Uploaded image for project: 'Infinispan'
  1. Infinispan
  2. ISPN-9544

Server cache manager stop/restart breaks cache topology management

    XMLWordPrintable

Details

    • Bug
    • Resolution: Obsolete
    • Major
    • None
    • 9.4.0.CR3
    • Server
    • None

    Description

      Before FORK was introduced, ClsuterTopologyManagerImpl and LocalTopologyManagerImpl assumed that the coordinator would always reply to other members' requests. After the introduction of FORK we added some hacks to work around the fact that the coordinator may not yet have a ForkChannel with our ID running *yet*, but we still expect the FORK setup to be symmetric after a reasonable amount of time.

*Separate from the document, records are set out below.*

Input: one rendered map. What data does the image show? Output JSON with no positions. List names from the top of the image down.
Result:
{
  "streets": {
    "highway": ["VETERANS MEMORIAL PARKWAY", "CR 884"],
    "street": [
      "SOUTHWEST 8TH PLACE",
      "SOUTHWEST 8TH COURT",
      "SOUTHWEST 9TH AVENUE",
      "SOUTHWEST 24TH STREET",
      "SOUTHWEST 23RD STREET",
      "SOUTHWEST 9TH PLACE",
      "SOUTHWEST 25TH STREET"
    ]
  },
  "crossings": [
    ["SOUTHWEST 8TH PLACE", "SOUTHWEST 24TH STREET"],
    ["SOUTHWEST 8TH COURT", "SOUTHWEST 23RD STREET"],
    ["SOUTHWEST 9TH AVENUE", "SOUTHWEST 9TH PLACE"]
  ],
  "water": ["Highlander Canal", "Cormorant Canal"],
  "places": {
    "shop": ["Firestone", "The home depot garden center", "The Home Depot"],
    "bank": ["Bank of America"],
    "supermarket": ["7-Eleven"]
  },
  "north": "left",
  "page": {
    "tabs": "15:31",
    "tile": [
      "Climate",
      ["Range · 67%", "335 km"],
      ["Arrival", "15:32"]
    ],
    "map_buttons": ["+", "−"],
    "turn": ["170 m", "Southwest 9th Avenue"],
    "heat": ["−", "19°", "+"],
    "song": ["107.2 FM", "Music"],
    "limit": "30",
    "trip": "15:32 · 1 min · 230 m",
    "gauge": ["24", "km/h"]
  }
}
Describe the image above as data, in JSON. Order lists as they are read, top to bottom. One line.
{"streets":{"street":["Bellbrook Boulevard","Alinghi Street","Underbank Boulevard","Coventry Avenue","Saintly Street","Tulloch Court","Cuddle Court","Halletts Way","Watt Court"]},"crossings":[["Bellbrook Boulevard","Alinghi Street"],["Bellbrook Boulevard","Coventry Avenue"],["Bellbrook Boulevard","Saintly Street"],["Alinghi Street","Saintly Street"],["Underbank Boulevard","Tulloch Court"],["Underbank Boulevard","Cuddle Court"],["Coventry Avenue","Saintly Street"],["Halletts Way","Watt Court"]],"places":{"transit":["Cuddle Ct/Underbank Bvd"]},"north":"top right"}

      Stopping a FORK and starting it back without restarting the underlying channel also doesn't work, because a FORK start/stop does not trigger a new view. When a node sends a request to the coordinator and receives back a CacheNotFoundResponse, it assumes that it will also receive a new view, but if the CacheNotFoundResponse was a consequence of stopping a single DefaultCacheManager/ForkChannel, that view will never arrive.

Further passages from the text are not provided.